Perhaps the most common method is based upon the detection of glycogenated epithelial cells using a periodic acid Schiff reagent, resulting in the cells being stained a magenta colour. The intensity of this colour relates to the concentration of the cells present. However a major downfall of this particular method is that post-menopausal or pre-pubescent females may not show glycogenated cells in their vaginal secretions, rendering the test useless.

Some older methods were based on the presence of certain enzymes, such as vaginal peptidase and lactate dehydrogenase isoenzymes, however these tests are not widely utilised. Research has also aimed to develop methods of identifying vaginal secretions based on levels of specific bacteria and based on RNA profiling, however in short no reliable method has so far been produced.

A vast number of techniques have been developed for the identification of body fluids in a forensic context, ranging from presumptive tests for a quick, in-situ estimation of the likely identity to laboratory-based confirmation tests.

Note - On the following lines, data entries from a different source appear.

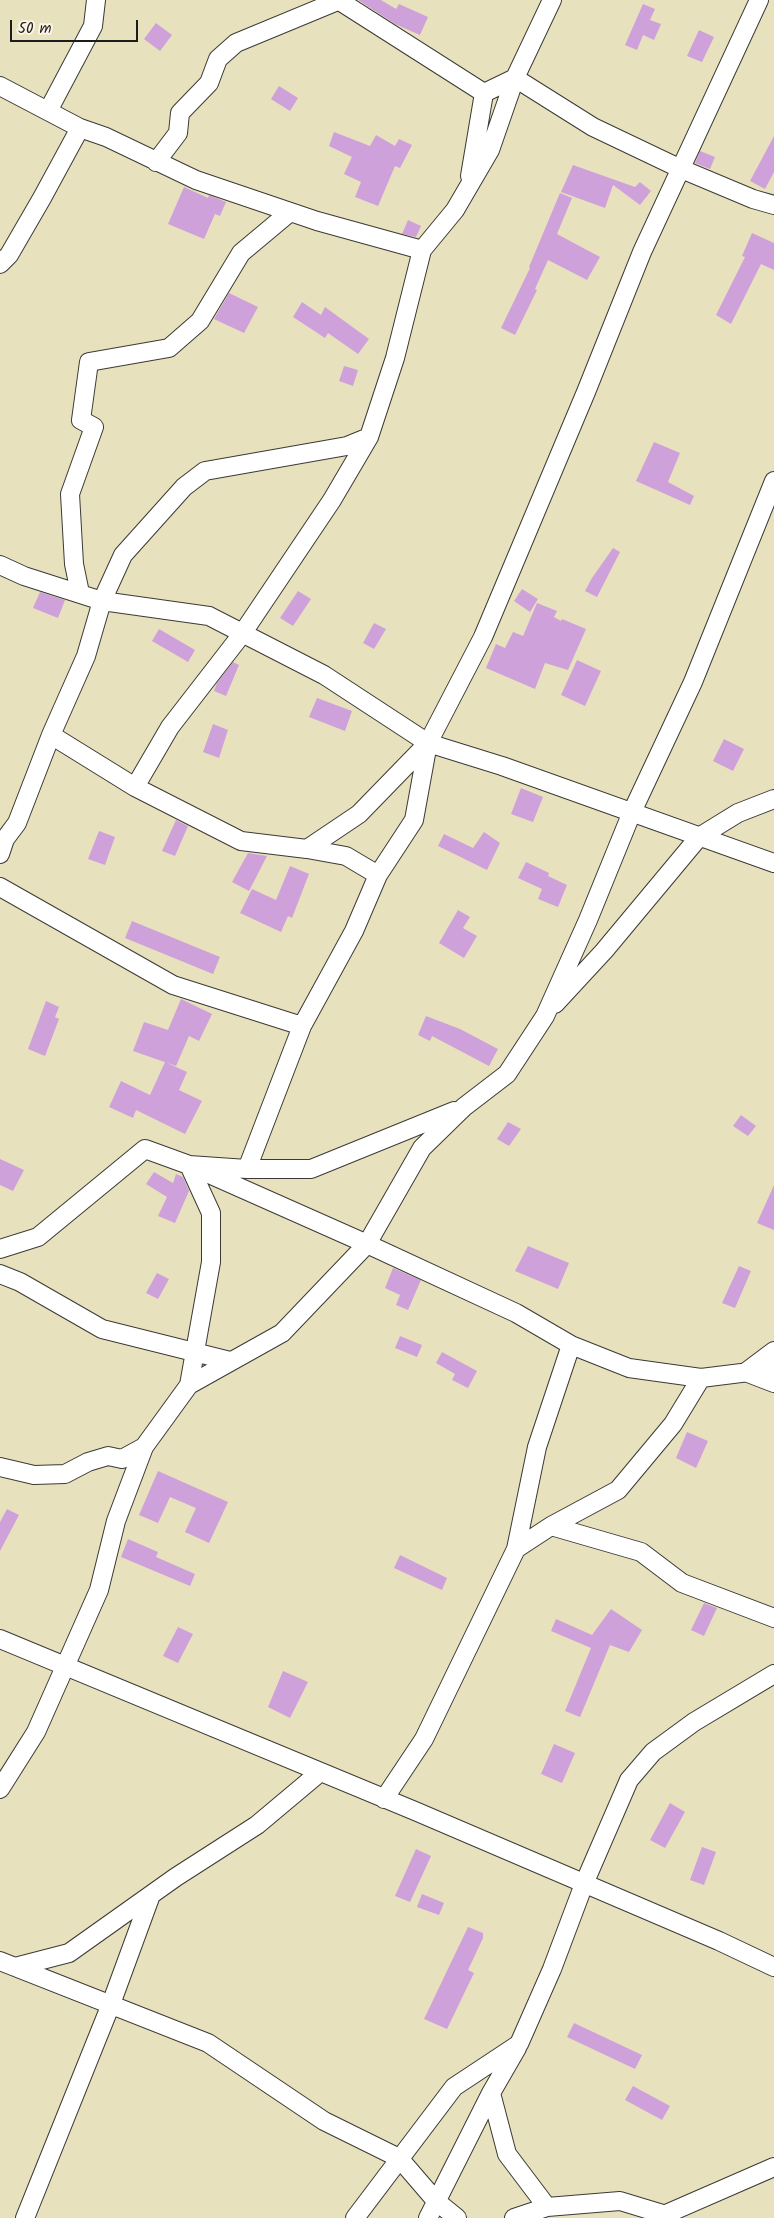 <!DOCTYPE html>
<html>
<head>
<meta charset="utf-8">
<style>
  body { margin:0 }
  #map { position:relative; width:774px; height:2218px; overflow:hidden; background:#e8e1be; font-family:Kalam,sans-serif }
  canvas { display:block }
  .scale { position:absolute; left:10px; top:20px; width:128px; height:22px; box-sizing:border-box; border:2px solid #1c1c1c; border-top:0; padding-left:6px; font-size:15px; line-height:18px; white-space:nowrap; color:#1c1c1c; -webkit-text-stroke:4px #fcf5e5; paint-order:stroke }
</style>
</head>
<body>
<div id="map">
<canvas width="774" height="2218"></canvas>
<div class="scale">50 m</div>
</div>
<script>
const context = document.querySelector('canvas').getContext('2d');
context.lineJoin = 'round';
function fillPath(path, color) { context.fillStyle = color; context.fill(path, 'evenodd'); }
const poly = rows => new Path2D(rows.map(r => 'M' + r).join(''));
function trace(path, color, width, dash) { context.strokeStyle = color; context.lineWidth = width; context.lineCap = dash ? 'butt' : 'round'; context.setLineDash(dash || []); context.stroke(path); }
const building = poly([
  [358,0,381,0,396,9,399,4,428,17,420,35,395,24],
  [643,4,655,9,650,20,661,24,654,40,643,35,637,50,625,45],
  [156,23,172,35,160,51,144,39],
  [699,30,714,37,702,62,687,56],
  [279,86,298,98,290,111,271,99],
  [334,132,370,146,376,135,395,146,399,139,412,145,400,168,395,166,378,206,355,197,361,182,344,174,352,157,329,146],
  [774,136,774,172,765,189,750,181],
  [700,151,715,157,710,169,695,163],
  [573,165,635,187,640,182,651,191,640,205,613,185,605,208,561,192],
  [184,187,208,198,209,195,226,202,220,216,215,214,204,239,168,224],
  [560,193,572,198,557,234,600,257,587,280,548,260,535,289,537,290,515,335,501,328,530,268,529,267],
  [408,220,421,226,416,237,402,234],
  [752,233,774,243,774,270,761,264,731,324,716,315,745,257,742,256],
  [229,293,258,307,244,333,214,319],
  [302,302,321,315,325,307,369,339,358,354,328,333,325,338,293,317],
  [344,366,358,370,353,386,339,381],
  [654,442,680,453,668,482,694,496,690,505,636,481],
  [613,548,620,552,597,597,585,591,592,578],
  [522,589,538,599,530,612,514,601],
  [298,591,311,599,293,626,280,618],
  [40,592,65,600,58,618,33,608],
  [537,603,557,611,554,617,561,621,562,619,586,629,568,670,545,663,535,689,486,668,496,644,505,648,513,632,523,636],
  [374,623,386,629,374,649,363,643],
  [159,629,195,650,188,662,152,641],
  [577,660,601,671,585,706,561,695],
  [233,662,239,665,226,696,214,691,217,683],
  [317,698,352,711,345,731,309,717],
  [213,724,228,730,219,758,203,752],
  [724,739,744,749,733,771,713,761],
  [521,788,543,797,533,822,511,814],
  [176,820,188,826,175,856,162,851],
  [99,831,115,837,105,865,88,859],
  [484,832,500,843,487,870,438,846,444,834,473,848],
  [248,853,267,856,249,891,232,882],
  [526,862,549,873,548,876,567,885,558,907,538,899,542,889,518,878],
  [290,866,309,874,292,918,288,916,281,932,240,913,252,889,276,900],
  [458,910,470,917,463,928,477,936,464,958,439,943],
  [132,921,220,957,213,974,125,938],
  [181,999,212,1014,199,1041,189,1036,176,1066,133,1051,144,1022,168,1030],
  [46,1001,59,1007,55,1017,59,1019,45,1056,28,1049],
  [426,1016,460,1029,498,1049,489,1066,432,1036,430,1041,418,1035],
  [165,1062,187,1072,179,1090,202,1101,185,1134,136,1110,133,1118,109,1107,121,1081,150,1095],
  [741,1115,756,1126,748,1136,733,1126],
  [508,1122,521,1129,509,1146,497,1139],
  [0,1159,24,1170,13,1191,0,1185],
  [154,1172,173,1183,176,1174,183,1177,189,1191,175,1223,158,1216,167,1197,146,1184],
  [774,1185,774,1230,757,1223],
  [528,1246,569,1263,558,1289,515,1271],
  [739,1266,751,1271,735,1308,722,1303],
  [393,1268,421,1280,408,1310,396,1305,400,1295,385,1288],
  [157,1273,169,1279,158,1299,146,1293],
  [400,1336,422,1345,417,1357,395,1348],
  [442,1352,477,1371,468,1388,452,1380,455,1374,436,1363],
  [687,1432,708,1441,696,1468,676,1458],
  [158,1471,228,1502,209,1543,185,1532,196,1508,170,1497,158,1523,139,1515],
  [7,1509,19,1515,0,1551,0,1522],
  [128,1539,158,1552,156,1557,195,1574,190,1586,121,1557],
  [400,1555,447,1578,442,1590,394,1568],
  [704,1603,717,1608,704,1636,691,1630],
  [611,1609,642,1630,629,1652,610,1645,580,1717,565,1711,591,1648,551,1631,556,1619,592,1635],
  [178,1627,193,1634,178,1663,163,1656],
  [283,1671,308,1682,290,1718,268,1707],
  [554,1744,575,1753,562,1783,541,1774],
  [670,1803,685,1812,665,1848,650,1840],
  [702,1847,716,1852,704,1885,690,1880],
  [416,1849,431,1856,410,1902,395,1896],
  [422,1894,444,1903,439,1915,417,1907],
  [468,1927,483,1933,483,1938,468,1970,474,1973,447,2029,424,2019],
  [574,2023,642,2055,635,2069,567,2037],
  [633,2086,670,2106,662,2120,625,2100]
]);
const street = poly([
  [338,0,484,93,515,78],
  [515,78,593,127,679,168,753,199,774,205],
  [0,86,80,128,106,137,196,180,317,221,422,250],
  [48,111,93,26,96,0],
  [156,162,178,133,180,113,209,83,218,59,236,43,340,0],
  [470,176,484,93],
  [0,264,9,255,42,198,80,128],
  [0,565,24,576,102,601,209,616,324,675,428,743,502,766,774,863],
  [80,593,74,564,70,494,94,427,81,420,89,362,169,348,200,321,241,253,290,212],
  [51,735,135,787,241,841,307,849,359,814,428,743,483,637,586,392,642,252,759,0],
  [135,787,170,727,242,634,332,500,369,437,395,358,422,250,455,210,490,150,515,78,552,0],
  [307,849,346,856,378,875],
  [0,854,5,839,17,823,51,735,86,656,102,601,123,555,184,487,205,471,347,446,369,437],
  [0,887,173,985,302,1026],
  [555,1004,604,951,699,837,738,813,774,799],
  [189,1165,367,1244,516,1313,571,1345,629,1368,701,1378,774,1369],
  [247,1169,302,1026,354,931,378,875,414,820,428,743],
  [0,1249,38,1237,145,1149,189,1165,247,1169,311,1169,454,1111],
  [0,1274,20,1282,102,1329,230,1361],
  [746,1372,774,1351],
  [748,1373,774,1383],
  [189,1385,211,1262,211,1213,189,1165],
  [0,1467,34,1475,65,1474,88,1462,108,1456,122,1459,144,1447],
  [551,1526,641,1552,682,1583,774,1618],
  [516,1549,551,1526,618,1490,673,1424,701,1378],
  [0,1639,415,1811,719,1941,774,1967],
  [0,1789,36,1732,99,1590,116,1521,144,1447,189,1385,282,1333,367,1244,422,1148,464,1107,507,1074,545,1016,588,920,632,812,693,682,774,481],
  [384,1799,424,1739,516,1549,537,1447,571,1345],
  [0,1961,208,2043,324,2121,399,2158,436,2201,457,2218],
  [15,1967,69,1953,176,1877,257,1825,319,1773],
  [491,2093,507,2154,547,2207],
  [25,2218,111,2004,151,1895],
  [355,2218,454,2087,519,2044,552,1969,584,1884,629,1780,653,1752,694,1722,774,1674],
  [428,2218,491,2093,517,2048],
  [514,2218,547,2207,620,2201,663,2214],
  [657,2218,774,2167]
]);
fillPath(building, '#cfa1da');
trace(street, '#3b3a34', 20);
trace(street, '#fff', 18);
</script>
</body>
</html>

However there are various problems associated with existing techniques. The primary concern with all presumptive tests is the lack of specificity, as the tests will often react with a range of different substances and so false positives are an issue. Furthermore some of the tests are not particularly sensitive and so small amounts of a body fluid may result in false negatives. Finally, presumptive and confirmatory tests are typically destructive to the sample, obviously not ideal if only a small quantity of evidence is available in the first place.

As a result of this on-going research is aiming to develop non-destructive, sensitive and specific body fluid identification techniques.


Virkler, K. Lednev, I. K. Analysis of body fluids for forensic purposes: From laboratory testing to non-destructive rapid confirmatory identification at a crime scene. For Sci Int. 188, 1-17 (2009).